I'd ask you to write out the lines below exactly, with no images.

- [DATA IN THIS EXERCISE]:
= Beginning of Section =
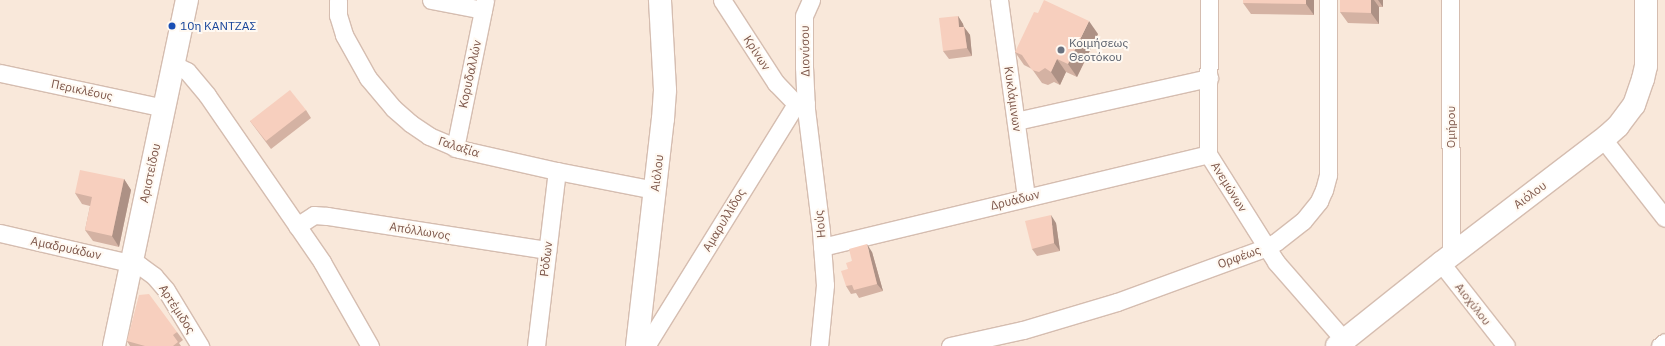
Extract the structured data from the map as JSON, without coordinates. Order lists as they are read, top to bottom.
{
  "streets": {
    "street": [
      "Διονύσου",
      "Κρίνων",
      "Κορυδαλλών",
      "Περικλέους",
      "Κυκλάμινων",
      "Ομήρου",
      "Γαλαξία",
      "Αριστείδου",
      "Αιόλου",
      "Ανεμώνων",
      "Δρυάδων",
      "Αμαρυλλίδος",
      "Ηούς",
      "Απόλλωνος",
      "Αμαδρυάδων",
      "Ορφέως",
      "Ρόδων",
      "Αιοχύλου",
      "Αρτέμιδος"
    ]
  },
  "crossings": [
    ["Διονύσου", "Κρίνων"],
    ["Διονύσου", "Αμαρυλλίδος"],
    ["Διονύσου", "Ηούς"],
    ["Κρίνων", "Αμαρυλλίδος"],
    ["Κρίνων", "Ηούς"],
    ["Κορυδαλλών", "Γαλαξία"],
    ["Περικλέους", "Αριστείδου"],
    ["Κυκλάμινων", "Δρυάδων"],
    ["Ομήρου", "Αιόλου"],
    ["Ομήρου", "Αιοχύλου"],
    ["Γαλαξία", "Αιόλου"],
    ["Γαλαξία", "Ρόδων"],
    ["Αριστείδου", "Αμαδρυάδων"],
    ["Αριστείδου", "Αρτέμιδος"],
    ["Αιόλου", "Ανεμώνων"],
    ["Αιόλου", "Αιοχύλου"],
    ["Ανεμώνων", "Δρυάδων"],
    ["Ανεμώνων", "Ορφέως"],
    ["Δρυάδων", "Ηούς"],
    ["Αμαρυλλίδος", "Ηούς"],
    ["Απόλλωνος", "Ρόδων"],
    ["Αμαδρυάδων", "Αρτέμιδος"]
  ],
  "places": ["10η ΚΑΝΤΖΑΣ", "Κοιμήσεως Θεοτόκου"]
}
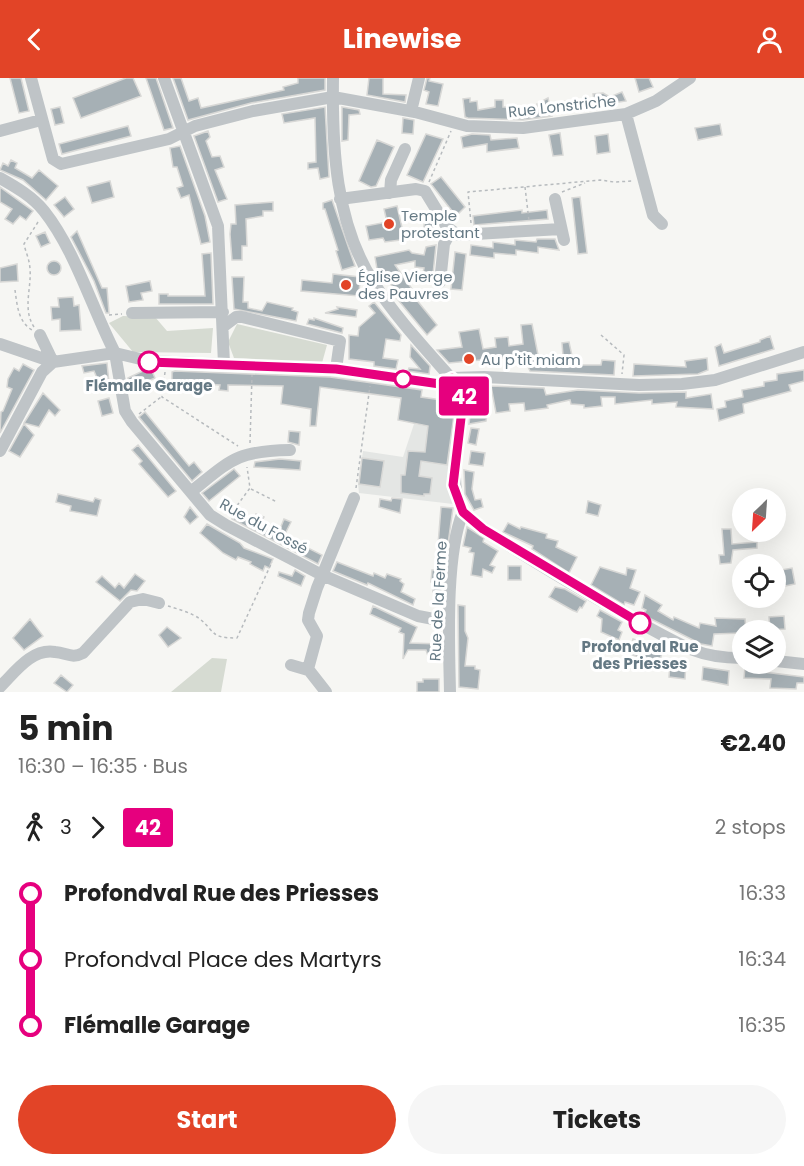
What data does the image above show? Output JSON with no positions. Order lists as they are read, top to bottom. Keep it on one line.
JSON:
{"streets":{"street":["Rue Lonstriche","Rue du Fossé","Rue de la Ferme"]},"crossings":[["Rue du Fossé","Rue de la Ferme"]],"places":["Temple protestant","Église Vierge des Pauvres","Au p'tit miam","Flémalle Garage","Profondval Rue des Priesses"],"lines":["bus line 42"],"north":"bottom left","page":{"header":"Linewise","on_map":"42","heading":["5 min","16:30 – 16:35 · Bus","€2.40"],"legs":["3","42","2 stops"],"list":[{"name":"Profondval Rue des Priesses","value":"16:33"},{"name":"Profondval Place des Martyrs","value":"16:34"},{"name":"Flémalle Garage","value":"16:35"}],"buttons":["Start","Tickets"]}}
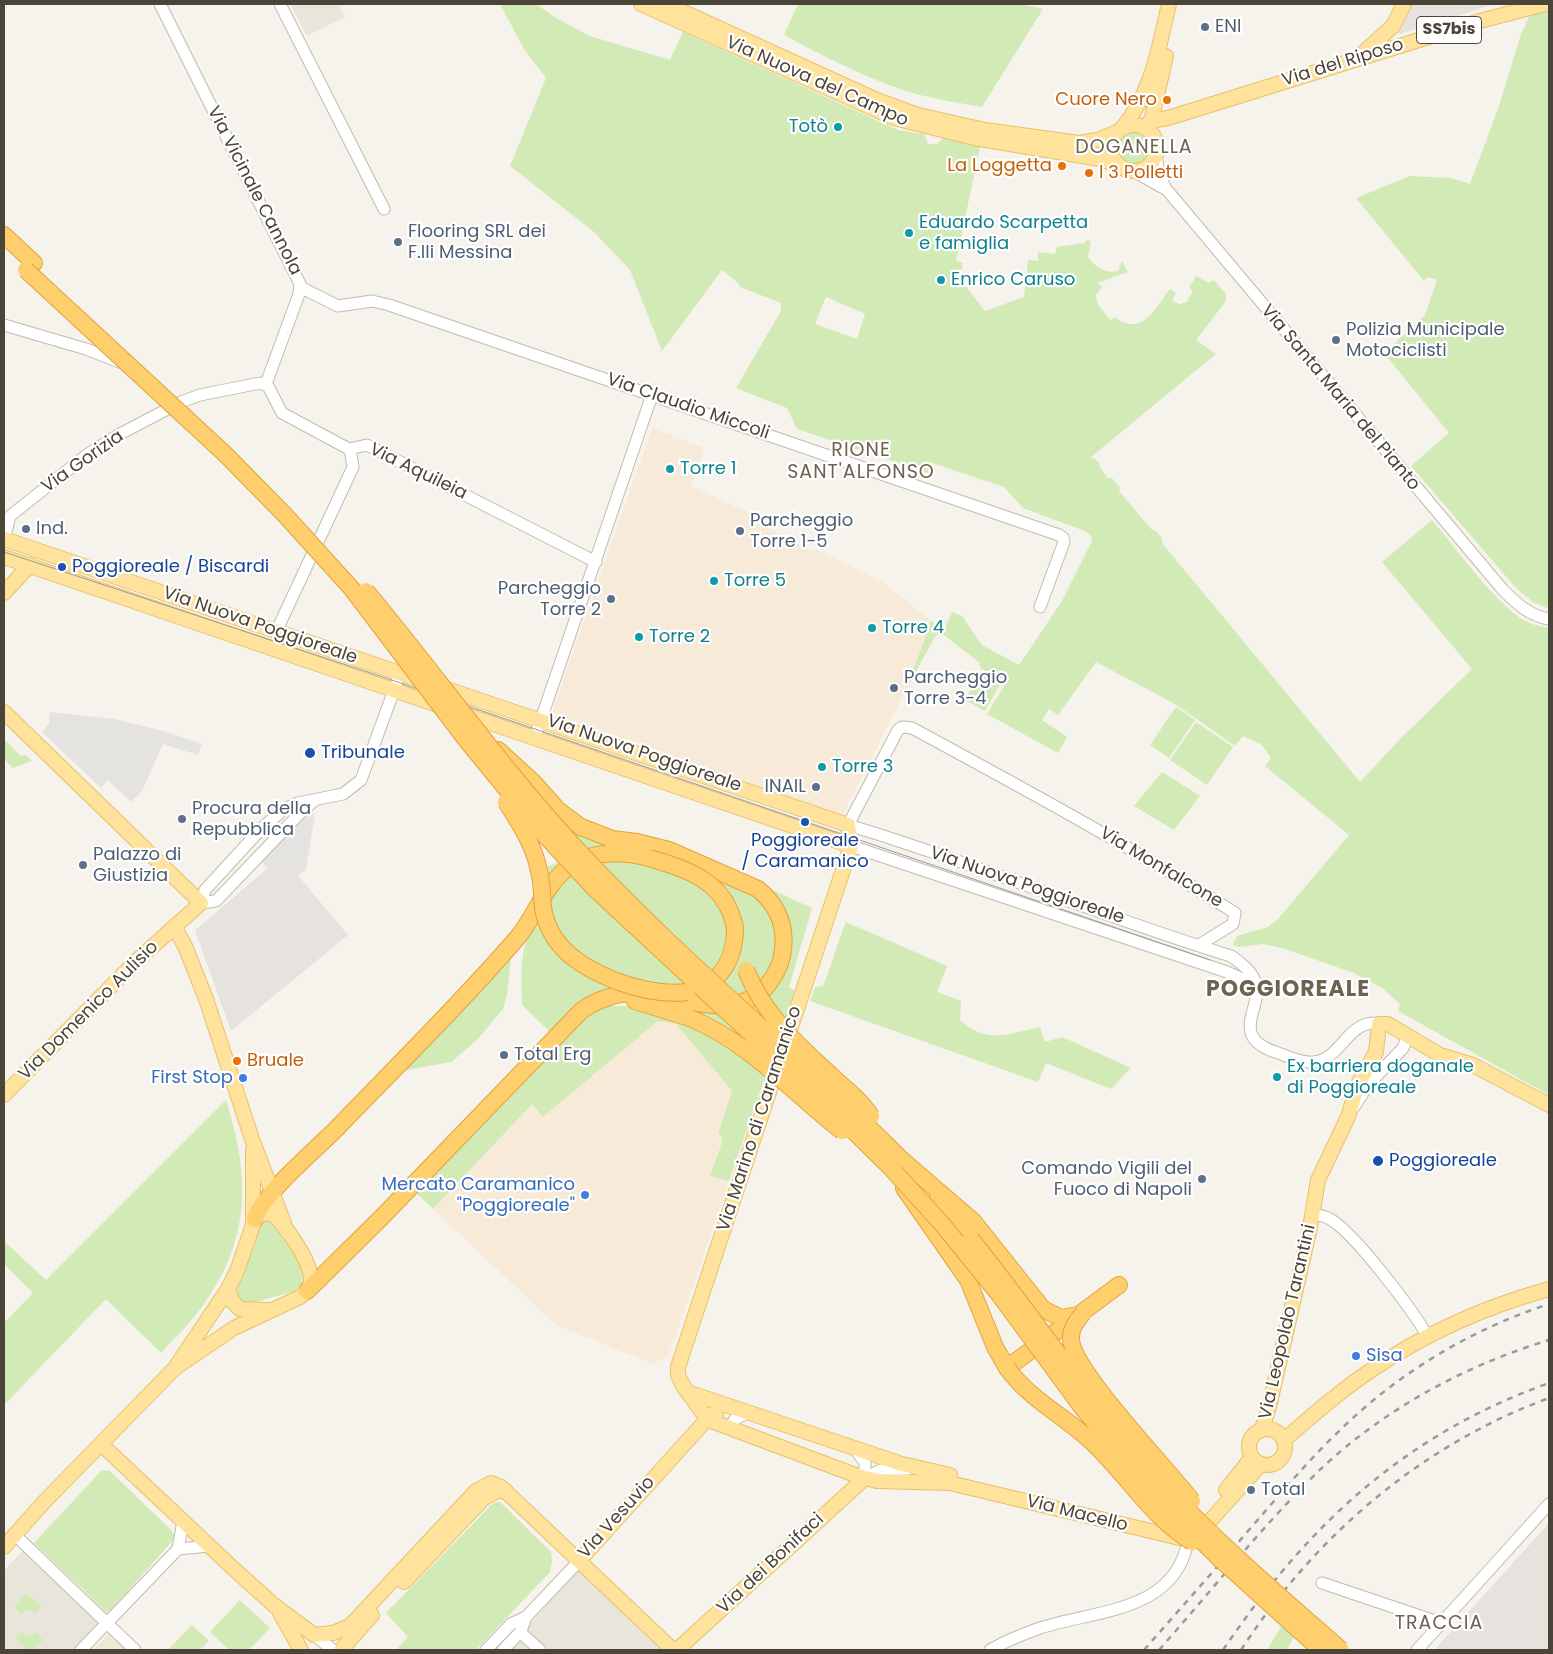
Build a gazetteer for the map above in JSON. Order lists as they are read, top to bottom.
{
  "streets": {
    "main road": [
      "SS7bis",
      "Via del Riposo",
      "Via Nuova del Campo",
      "Via Nuova Poggioreale",
      "Via Domenico Aulisio",
      "Via Marino di Caramanico",
      "Via Leopoldo Tarantini",
      "Via Macello",
      "Via Vesuvio",
      "Via dei Bonifaci"
    ],
    "street": [
      "Via Vicinale Cannola",
      "Via Santa Maria del Pianto",
      "Via Claudio Miccoli",
      "Via Gorizia",
      "Via Aquileia",
      "Via Monfalcone"
    ]
  },
  "crossings": [
    ["Via del Riposo", "Via Nuova del Campo"],
    ["Via del Riposo", "Via Santa Maria del Pianto"],
    ["Via Nuova del Campo", "Via Santa Maria del Pianto"],
    ["Via Vicinale Cannola", "Via Claudio Miccoli"],
    ["Via Vicinale Cannola", "Via Aquileia"],
    ["Via Gorizia", "Via Nuova Poggioreale"],
    ["Via Nuova Poggioreale", "Via Monfalcone"],
    ["Via Nuova Poggioreale", "Via Marino di Caramanico"],
    ["Via Nuova Poggioreale", "Via Leopoldo Tarantini"]
  ],
  "districts": [
    "DOGANELLA",
    "RIONE SANT'ALFONSO",
    "POGGIOREALE",
    "TRACCIA"
  ],
  "places": [
    "ENI",
    "Cuore Nero",
    "Totò",
    "La Loggetta",
    "I 3 Polletti",
    "Eduardo Scarpetta e famiglia",
    "Flooring SRL dei F.lli Messina",
    "Enrico Caruso",
    "Polizia Municipale Motociclisti",
    "Torre 1",
    "Ind.",
    "Parcheggio Torre 1-5",
    "Poggioreale / Biscardi",
    "Torre 5",
    "Parcheggio Torre 2",
    "Torre 4",
    "Torre 2",
    "Parcheggio Torre 3-4",
    "Tribunale",
    "Torre 3",
    "INAIL",
    "Procura della Repubblica",
    "Poggioreale / Caramanico",
    "Palazzo di Giustizia",
    "Total Erg",
    "Bruale",
    "Ex barriera doganale di Poggioreale",
    "First Stop",
    "Poggioreale",
    "Comando Vigili del Fuoco di Napoli",
    "Mercato Caramanico \"Poggioreale\"",
    "Sisa",
    "Total"
  ]
}
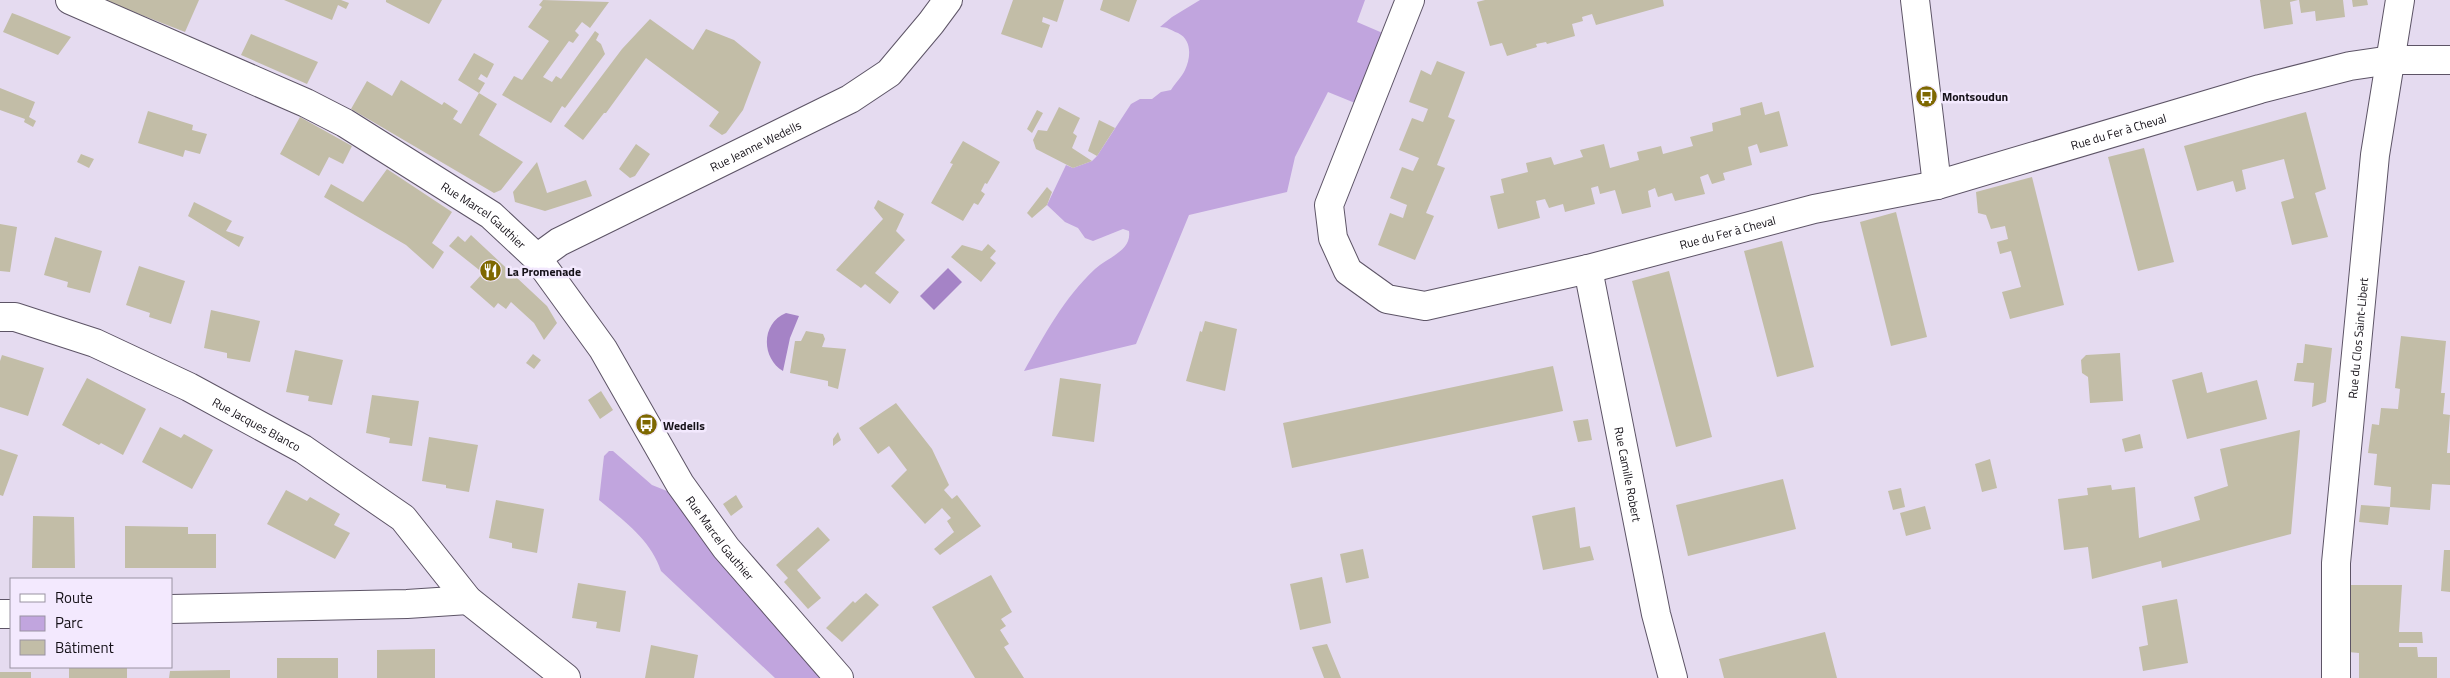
= End of Section =
- [ANSWER SECTION]:
Extract the structured data from the map as JSON, without coordinates. Order lists as they are read, top to bottom.
{
  "streets": {
    "street": [
      "Διονύσου",
      "Κρίνων",
      "Κορυδαλλών",
      "Περικλέους",
      "Κυκλάμινων",
      "Ομήρου",
      "Γαλαξία",
      "Αριστείδου",
      "Αιόλου",
      "Ανεμώνων",
      "Δρυάδων",
      "Αμαρυλλίδος",
      "Ηούς",
      "Απόλλωνος",
      "Αμαδρυάδων",
      "Ορφέως",
      "Ρόδων",
      "Αιοχύλου",
      "Αρτέμιδος"
    ]
  },
  "crossings": [
    ["Διονύσου", "Κρίνων"],
    ["Διονύσου", "Αμαρυλλίδος"],
    ["Διονύσου", "Ηούς"],
    ["Κρίνων", "Αμαρυλλίδος"],
    ["Κρίνων", "Ηούς"],
    ["Κορυδαλλών", "Γαλαξία"],
    ["Περικλέους", "Αριστείδου"],
    ["Κυκλάμινων", "Δρυάδων"],
    ["Ομήρου", "Αιόλου"],
    ["Ομήρου", "Αιοχύλου"],
    ["Γαλαξία", "Αιόλου"],
    ["Γαλαξία", "Ρόδων"],
    ["Αριστείδου", "Αμαδρυάδων"],
    ["Αριστείδου", "Αρτέμιδος"],
    ["Αιόλου", "Ανεμώνων"],
    ["Αιόλου", "Αιοχύλου"],
    ["Ανεμώνων", "Δρυάδων"],
    ["Ανεμώνων", "Ορφέως"],
    ["Δρυάδων", "Ηούς"],
    ["Αμαρυλλίδος", "Ηούς"],
    ["Απόλλωνος", "Ρόδων"],
    ["Αμαδρυάδων", "Αρτέμιδος"]
  ],
  "places": ["10η ΚΑΝΤΖΑΣ", "Κοιμήσεως Θεοτόκου"]
}
What data does the image above show? Output JSON with no positions. Order lists as they are read, top to bottom. Keep it on one line.
JSON:
{"streets":{"street":["Rue Lonstriche","Rue du Fossé","Rue de la Ferme"]},"crossings":[["Rue du Fossé","Rue de la Ferme"]],"places":["Temple protestant","Église Vierge des Pauvres","Au p'tit miam","Flémalle Garage","Profondval Rue des Priesses"],"lines":["bus line 42"],"north":"bottom left","page":{"header":"Linewise","on_map":"42","heading":["5 min","16:30 – 16:35 · Bus","€2.40"],"legs":["3","42","2 stops"],"list":[{"name":"Profondval Rue des Priesses","value":"16:33"},{"name":"Profondval Place des Martyrs","value":"16:34"},{"name":"Flémalle Garage","value":"16:35"}],"buttons":["Start","Tickets"]}}
Build a gazetteer for the map above in JSON. Order lists as they are read, top to bottom.
{
  "streets": {
    "main road": [
      "SS7bis",
      "Via del Riposo",
      "Via Nuova del Campo",
      "Via Nuova Poggioreale",
      "Via Domenico Aulisio",
      "Via Marino di Caramanico",
      "Via Leopoldo Tarantini",
      "Via Macello",
      "Via Vesuvio",
      "Via dei Bonifaci"
    ],
    "street": [
      "Via Vicinale Cannola",
      "Via Santa Maria del Pianto",
      "Via Claudio Miccoli",
      "Via Gorizia",
      "Via Aquileia",
      "Via Monfalcone"
    ]
  },
  "crossings": [
    ["Via del Riposo", "Via Nuova del Campo"],
    ["Via del Riposo", "Via Santa Maria del Pianto"],
    ["Via Nuova del Campo", "Via Santa Maria del Pianto"],
    ["Via Vicinale Cannola", "Via Claudio Miccoli"],
    ["Via Vicinale Cannola", "Via Aquileia"],
    ["Via Gorizia", "Via Nuova Poggioreale"],
    ["Via Nuova Poggioreale", "Via Monfalcone"],
    ["Via Nuova Poggioreale", "Via Marino di Caramanico"],
    ["Via Nuova Poggioreale", "Via Leopoldo Tarantini"]
  ],
  "districts": [
    "DOGANELLA",
    "RIONE SANT'ALFONSO",
    "POGGIOREALE",
    "TRACCIA"
  ],
  "places": [
    "ENI",
    "Cuore Nero",
    "Totò",
    "La Loggetta",
    "I 3 Polletti",
    "Eduardo Scarpetta e famiglia",
    "Flooring SRL dei F.lli Messina",
    "Enrico Caruso",
    "Polizia Municipale Motociclisti",
    "Torre 1",
    "Ind.",
    "Parcheggio Torre 1-5",
    "Poggioreale / Biscardi",
    "Torre 5",
    "Parcheggio Torre 2",
    "Torre 4",
    "Torre 2",
    "Parcheggio Torre 3-4",
    "Tribunale",
    "Torre 3",
    "INAIL",
    "Procura della Repubblica",
    "Poggioreale / Caramanico",
    "Palazzo di Giustizia",
    "Total Erg",
    "Bruale",
    "Ex barriera doganale di Poggioreale",
    "First Stop",
    "Poggioreale",
    "Comando Vigili del Fuoco di Napoli",
    "Mercato Caramanico \"Poggioreale\"",
    "Sisa",
    "Total"
  ]
}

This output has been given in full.